## What is being asked
Exactly as they appear below, repeat the lines from the one with "path.moveTo(r[0], r[1]);" through the one with "g.translate(x, y);", and no others.

[Dataset entries]
■ ■ ■ ■ ■
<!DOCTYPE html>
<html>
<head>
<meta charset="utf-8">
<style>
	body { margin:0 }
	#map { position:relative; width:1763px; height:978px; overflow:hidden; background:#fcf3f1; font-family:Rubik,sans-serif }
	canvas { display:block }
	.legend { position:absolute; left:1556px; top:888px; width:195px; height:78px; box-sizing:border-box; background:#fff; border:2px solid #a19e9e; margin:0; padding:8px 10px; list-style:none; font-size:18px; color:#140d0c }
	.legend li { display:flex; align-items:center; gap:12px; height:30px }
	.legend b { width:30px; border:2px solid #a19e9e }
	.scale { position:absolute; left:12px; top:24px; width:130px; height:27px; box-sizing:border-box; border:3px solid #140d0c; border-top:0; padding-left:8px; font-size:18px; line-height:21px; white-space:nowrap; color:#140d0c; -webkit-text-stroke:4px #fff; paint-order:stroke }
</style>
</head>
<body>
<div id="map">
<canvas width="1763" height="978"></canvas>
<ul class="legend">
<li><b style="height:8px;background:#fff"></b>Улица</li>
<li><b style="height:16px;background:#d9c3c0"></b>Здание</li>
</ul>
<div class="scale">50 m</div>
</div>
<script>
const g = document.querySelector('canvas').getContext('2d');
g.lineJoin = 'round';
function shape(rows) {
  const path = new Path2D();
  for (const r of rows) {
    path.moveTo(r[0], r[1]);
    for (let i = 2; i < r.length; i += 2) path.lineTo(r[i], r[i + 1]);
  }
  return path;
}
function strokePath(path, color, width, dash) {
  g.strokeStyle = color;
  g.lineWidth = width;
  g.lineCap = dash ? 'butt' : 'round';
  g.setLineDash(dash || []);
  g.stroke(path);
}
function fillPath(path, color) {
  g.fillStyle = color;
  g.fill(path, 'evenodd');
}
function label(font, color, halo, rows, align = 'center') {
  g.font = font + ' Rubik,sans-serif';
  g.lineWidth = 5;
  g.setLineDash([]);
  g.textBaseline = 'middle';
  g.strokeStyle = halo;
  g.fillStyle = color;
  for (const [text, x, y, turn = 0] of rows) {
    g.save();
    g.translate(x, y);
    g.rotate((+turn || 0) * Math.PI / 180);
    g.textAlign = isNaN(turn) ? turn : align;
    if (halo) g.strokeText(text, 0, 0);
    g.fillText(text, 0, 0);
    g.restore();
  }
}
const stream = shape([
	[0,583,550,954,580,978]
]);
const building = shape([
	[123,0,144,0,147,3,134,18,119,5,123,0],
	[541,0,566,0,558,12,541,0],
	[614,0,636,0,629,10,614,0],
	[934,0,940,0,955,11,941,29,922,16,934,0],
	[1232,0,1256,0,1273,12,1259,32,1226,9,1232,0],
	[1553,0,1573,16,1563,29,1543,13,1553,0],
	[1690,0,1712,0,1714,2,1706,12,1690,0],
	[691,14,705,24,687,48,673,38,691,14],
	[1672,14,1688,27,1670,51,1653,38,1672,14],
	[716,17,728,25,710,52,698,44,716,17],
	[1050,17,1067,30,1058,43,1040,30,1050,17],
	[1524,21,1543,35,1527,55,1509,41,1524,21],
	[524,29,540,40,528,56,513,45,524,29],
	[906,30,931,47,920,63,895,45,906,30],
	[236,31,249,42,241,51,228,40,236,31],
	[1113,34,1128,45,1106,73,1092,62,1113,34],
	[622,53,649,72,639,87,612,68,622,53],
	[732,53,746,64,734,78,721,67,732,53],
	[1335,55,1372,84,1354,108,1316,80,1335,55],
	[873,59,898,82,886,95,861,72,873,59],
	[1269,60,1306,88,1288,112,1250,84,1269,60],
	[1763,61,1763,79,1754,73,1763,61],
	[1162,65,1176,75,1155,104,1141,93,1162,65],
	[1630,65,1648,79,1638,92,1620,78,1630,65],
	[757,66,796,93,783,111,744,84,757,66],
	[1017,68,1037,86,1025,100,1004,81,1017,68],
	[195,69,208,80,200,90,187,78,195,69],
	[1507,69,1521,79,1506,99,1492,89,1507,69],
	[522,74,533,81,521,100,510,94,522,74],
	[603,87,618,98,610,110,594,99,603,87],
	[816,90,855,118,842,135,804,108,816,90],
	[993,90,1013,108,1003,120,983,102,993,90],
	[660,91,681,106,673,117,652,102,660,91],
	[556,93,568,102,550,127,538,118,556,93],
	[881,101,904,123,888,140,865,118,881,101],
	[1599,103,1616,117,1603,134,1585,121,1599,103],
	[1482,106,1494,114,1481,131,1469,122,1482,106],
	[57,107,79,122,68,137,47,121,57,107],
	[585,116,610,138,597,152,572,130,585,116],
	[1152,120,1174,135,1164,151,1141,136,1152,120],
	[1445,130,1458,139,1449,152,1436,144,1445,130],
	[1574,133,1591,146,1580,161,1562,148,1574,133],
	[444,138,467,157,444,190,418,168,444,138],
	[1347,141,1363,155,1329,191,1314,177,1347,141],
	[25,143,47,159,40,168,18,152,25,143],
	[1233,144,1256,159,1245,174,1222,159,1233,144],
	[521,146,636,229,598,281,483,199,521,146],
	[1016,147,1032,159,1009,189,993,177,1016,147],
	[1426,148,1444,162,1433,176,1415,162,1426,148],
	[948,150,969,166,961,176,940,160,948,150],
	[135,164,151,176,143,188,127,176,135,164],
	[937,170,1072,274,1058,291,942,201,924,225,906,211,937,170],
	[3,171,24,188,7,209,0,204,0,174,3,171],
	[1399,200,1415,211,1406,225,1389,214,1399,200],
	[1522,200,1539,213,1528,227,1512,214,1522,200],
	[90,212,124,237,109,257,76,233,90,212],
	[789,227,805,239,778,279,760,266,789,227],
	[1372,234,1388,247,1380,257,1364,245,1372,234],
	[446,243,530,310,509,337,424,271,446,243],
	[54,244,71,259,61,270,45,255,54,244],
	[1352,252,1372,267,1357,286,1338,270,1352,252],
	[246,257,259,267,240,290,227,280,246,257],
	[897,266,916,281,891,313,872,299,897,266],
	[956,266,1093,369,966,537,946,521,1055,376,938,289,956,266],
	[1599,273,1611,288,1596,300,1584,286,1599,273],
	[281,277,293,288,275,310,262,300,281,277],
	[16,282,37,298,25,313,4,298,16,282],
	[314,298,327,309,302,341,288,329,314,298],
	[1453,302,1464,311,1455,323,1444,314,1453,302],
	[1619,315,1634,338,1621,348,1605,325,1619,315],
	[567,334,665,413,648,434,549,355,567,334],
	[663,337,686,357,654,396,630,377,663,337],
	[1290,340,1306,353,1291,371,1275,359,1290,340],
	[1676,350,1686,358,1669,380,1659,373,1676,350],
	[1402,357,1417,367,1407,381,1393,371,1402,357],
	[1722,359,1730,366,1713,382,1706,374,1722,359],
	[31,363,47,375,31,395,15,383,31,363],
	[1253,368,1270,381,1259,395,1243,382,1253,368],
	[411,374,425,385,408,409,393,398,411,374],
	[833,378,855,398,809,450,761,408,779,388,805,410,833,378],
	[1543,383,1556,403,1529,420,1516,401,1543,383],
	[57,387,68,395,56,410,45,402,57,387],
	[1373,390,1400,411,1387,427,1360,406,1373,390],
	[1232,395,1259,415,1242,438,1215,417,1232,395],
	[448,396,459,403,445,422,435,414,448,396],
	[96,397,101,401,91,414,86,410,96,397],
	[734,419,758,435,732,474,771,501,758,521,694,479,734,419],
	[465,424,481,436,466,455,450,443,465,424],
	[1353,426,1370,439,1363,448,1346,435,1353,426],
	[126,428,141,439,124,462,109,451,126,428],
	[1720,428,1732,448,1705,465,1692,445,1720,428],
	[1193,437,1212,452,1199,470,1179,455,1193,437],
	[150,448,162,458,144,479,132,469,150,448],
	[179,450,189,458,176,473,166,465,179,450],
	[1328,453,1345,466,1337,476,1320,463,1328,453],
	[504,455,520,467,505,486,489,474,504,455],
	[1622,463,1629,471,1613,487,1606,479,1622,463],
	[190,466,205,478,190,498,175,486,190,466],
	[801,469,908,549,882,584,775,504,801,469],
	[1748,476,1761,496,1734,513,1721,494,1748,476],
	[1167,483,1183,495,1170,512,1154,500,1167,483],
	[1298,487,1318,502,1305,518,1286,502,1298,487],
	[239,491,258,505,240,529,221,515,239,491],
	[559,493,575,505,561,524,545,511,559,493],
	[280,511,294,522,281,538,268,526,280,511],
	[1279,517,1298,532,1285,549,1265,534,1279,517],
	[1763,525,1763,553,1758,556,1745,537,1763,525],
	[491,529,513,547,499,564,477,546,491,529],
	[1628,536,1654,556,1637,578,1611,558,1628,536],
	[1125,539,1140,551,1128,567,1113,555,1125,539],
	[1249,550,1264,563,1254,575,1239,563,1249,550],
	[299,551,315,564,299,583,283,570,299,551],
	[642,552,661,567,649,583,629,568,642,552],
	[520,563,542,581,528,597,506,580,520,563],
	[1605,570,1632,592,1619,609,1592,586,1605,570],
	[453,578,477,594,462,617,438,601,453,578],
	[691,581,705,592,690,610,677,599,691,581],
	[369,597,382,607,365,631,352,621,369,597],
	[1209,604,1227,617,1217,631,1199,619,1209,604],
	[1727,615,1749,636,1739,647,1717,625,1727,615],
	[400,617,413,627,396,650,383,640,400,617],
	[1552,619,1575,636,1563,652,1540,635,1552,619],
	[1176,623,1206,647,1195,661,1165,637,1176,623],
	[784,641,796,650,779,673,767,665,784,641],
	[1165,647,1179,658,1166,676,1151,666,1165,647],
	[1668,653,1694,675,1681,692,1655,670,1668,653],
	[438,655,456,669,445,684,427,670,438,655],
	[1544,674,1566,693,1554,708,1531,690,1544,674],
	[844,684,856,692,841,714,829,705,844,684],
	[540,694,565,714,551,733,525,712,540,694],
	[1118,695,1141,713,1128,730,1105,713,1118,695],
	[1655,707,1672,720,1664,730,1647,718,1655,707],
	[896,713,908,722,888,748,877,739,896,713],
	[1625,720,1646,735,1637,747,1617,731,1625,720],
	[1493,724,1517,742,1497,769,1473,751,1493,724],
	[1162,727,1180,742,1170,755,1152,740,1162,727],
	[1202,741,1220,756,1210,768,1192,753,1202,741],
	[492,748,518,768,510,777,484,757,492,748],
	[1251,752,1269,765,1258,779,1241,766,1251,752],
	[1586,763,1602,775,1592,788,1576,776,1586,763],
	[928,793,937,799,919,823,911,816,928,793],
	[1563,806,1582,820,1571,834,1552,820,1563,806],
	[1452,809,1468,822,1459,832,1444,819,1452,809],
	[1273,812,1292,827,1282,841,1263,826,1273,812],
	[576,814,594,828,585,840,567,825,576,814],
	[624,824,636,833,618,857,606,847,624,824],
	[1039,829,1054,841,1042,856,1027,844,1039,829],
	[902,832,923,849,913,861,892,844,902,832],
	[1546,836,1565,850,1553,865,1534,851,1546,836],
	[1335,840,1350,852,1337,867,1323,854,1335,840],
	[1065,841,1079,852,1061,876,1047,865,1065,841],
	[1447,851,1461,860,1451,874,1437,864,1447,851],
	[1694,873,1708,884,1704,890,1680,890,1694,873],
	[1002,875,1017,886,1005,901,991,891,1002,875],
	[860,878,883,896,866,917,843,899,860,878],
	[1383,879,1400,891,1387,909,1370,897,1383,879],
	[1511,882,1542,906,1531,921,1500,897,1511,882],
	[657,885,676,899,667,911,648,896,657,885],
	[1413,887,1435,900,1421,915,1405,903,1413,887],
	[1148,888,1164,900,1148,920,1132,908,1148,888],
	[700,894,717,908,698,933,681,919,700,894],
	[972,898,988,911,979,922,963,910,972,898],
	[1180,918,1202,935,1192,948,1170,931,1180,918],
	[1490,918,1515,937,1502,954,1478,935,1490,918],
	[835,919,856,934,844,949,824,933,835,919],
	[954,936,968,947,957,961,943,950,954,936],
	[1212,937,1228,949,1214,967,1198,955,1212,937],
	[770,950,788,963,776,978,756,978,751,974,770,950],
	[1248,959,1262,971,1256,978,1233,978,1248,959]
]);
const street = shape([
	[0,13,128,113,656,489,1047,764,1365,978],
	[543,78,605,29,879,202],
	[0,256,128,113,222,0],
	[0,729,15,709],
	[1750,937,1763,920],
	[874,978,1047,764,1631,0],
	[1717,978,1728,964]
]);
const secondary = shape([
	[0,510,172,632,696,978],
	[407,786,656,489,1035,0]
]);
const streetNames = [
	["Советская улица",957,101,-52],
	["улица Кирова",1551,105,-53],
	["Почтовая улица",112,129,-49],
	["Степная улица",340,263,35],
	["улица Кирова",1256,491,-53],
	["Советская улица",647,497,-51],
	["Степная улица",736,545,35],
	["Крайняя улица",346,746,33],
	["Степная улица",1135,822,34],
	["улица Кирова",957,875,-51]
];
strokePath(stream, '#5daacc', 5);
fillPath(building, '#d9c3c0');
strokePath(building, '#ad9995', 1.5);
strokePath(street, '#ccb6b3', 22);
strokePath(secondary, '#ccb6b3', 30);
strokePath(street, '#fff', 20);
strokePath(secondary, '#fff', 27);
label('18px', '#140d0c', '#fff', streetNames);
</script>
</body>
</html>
■ ■ ■ ■ ■
## Exercise output
    path.moveTo(r[0], r[1]);
    for (let i = 2; i < r.length; i += 2) path.lineTo(r[i], r[i + 1]);
  }
  return path;
}
function strokePath(path, color, width, dash) {
  g.strokeStyle = color;
  g.lineWidth = width;
  g.lineCap = dash ? 'butt' : 'round';
  g.setLineDash(dash || []);
  g.stroke(path);
}
function fillPath(path, color) {
  g.fillStyle = color;
  g.fill(path, 'evenodd');
}
function label(font, color, halo, rows, align = 'center') {
  g.font = font + ' Rubik,sans-serif';
  g.lineWidth = 5;
  g.setLineDash([]);
  g.textBaseline = 'middle';
  g.strokeStyle = halo;
  g.fillStyle = color;
  for (const [text, x, y, turn = 0] of rows) {
    g.save();
    g.translate(x, y);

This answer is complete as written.